ASSIGNED TASK:
Output each line from the one that contains "Give bounding boxes" to the final line of the data below, exactly, and include nothing else.
Content starts
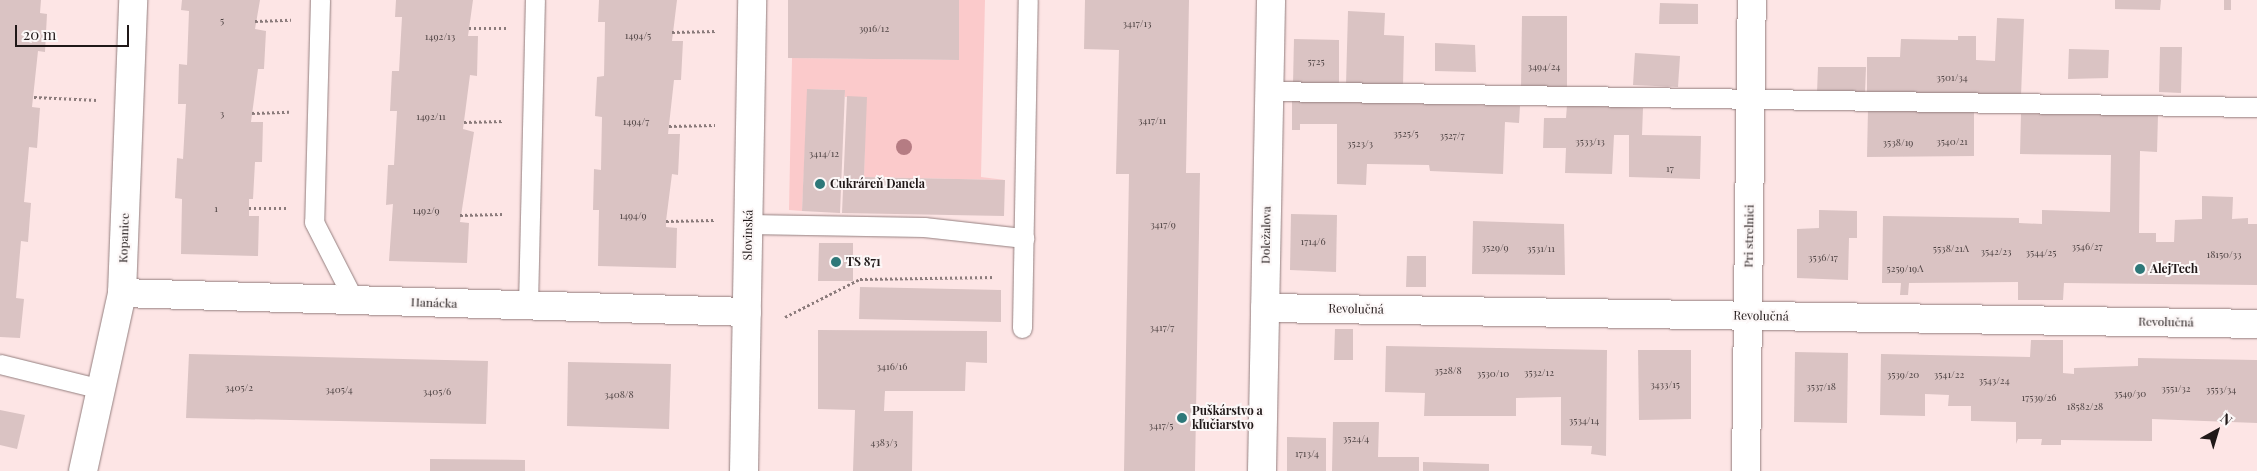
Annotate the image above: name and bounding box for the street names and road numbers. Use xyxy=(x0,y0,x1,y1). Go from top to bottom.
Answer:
street label: Pri strelnici xyxy=(1741,204,1757,268)
street label: Doležalova xyxy=(1258,206,1274,264)
street label: Slovinská xyxy=(740,210,756,260)
street label: Kopanice xyxy=(116,213,132,263)
street label: Hanácka xyxy=(411,295,457,311)
street label: Revolučná xyxy=(1328,301,1384,317)
street label: Revolučná xyxy=(1733,308,1789,324)
street label: Revolučná xyxy=(2138,314,2194,330)

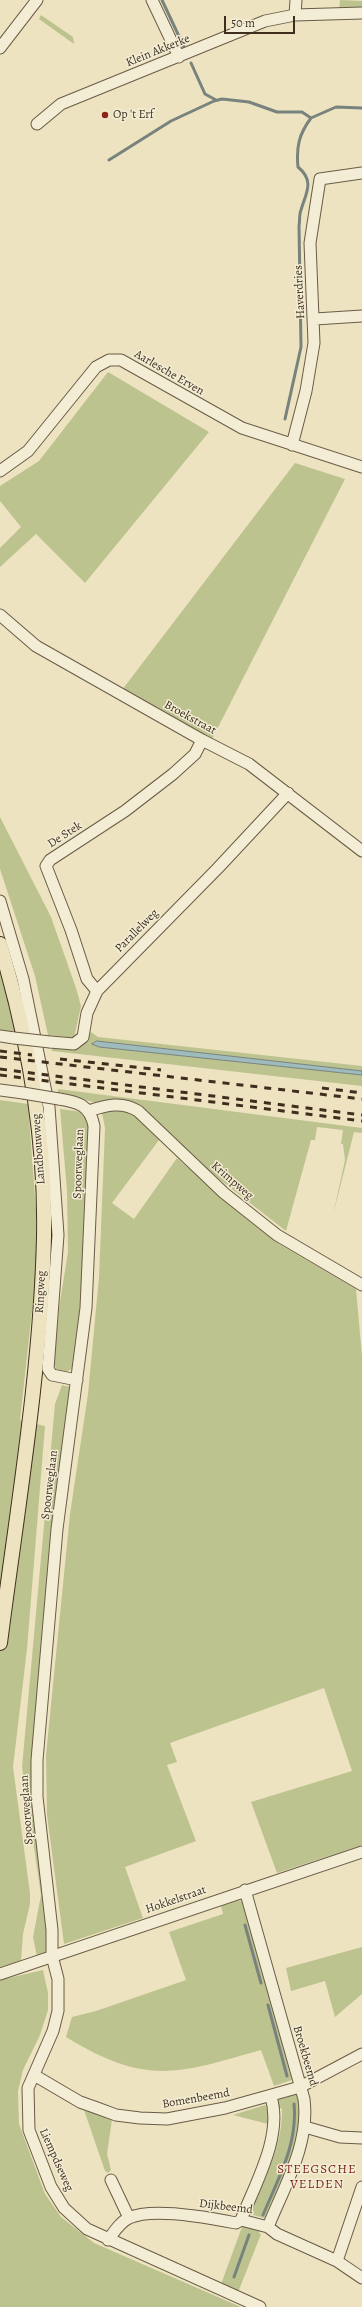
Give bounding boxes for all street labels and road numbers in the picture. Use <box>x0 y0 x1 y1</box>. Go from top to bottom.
street label: Klein Akkerke <box>124 32 192 70</box>
street label: Haverdries <box>291 265 309 319</box>
street label: Aarlesche Erven <box>132 347 206 399</box>
street label: Broekstraat <box>161 698 219 738</box>
street label: De Stek <box>45 819 85 851</box>
street label: Parallelweg <box>112 906 162 956</box>
street label: Landbouwweg <box>29 1113 49 1185</box>
street label: Spoorweglaan <box>71 1129 87 1199</box>
street label: Krimpweg <box>208 1159 256 1203</box>
street label: Ringweg <box>33 1270 49 1314</box>
street label: Spoorweglaan <box>39 1450 61 1520</box>
street label: Spoorweglaan <box>17 1775 37 1845</box>
street label: Hokkelstraat <box>144 1883 208 1917</box>
street label: Broekbeemd <box>290 2024 320 2088</box>
street label: Bomenbeemd <box>161 2086 231 2112</box>
street label: Liempdseweg <box>36 2126 76 2194</box>
street label: Dijkbeemd <box>198 2197 254 2217</box>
Content ends
ANSWER BOX:
Give bounding boxes for all street labels and road numbers in the picture. Use <box>x0 y0 x1 y1</box>. Go from top to bottom.
street label: Klein Akkerke <box>124 32 192 70</box>
street label: Haverdries <box>291 265 309 319</box>
street label: Aarlesche Erven <box>132 347 206 399</box>
street label: Broekstraat <box>161 698 219 738</box>
street label: De Stek <box>45 819 85 851</box>
street label: Parallelweg <box>112 906 162 956</box>
street label: Landbouwweg <box>29 1113 49 1185</box>
street label: Spoorweglaan <box>71 1129 87 1199</box>
street label: Krimpweg <box>208 1159 256 1203</box>
street label: Ringweg <box>33 1270 49 1314</box>
street label: Spoorweglaan <box>39 1450 61 1520</box>
street label: Spoorweglaan <box>17 1775 37 1845</box>
street label: Hokkelstraat <box>144 1883 208 1917</box>
street label: Broekbeemd <box>290 2024 320 2088</box>
street label: Bomenbeemd <box>161 2086 231 2112</box>
street label: Liempdseweg <box>36 2126 76 2194</box>
street label: Dijkbeemd <box>198 2197 254 2217</box>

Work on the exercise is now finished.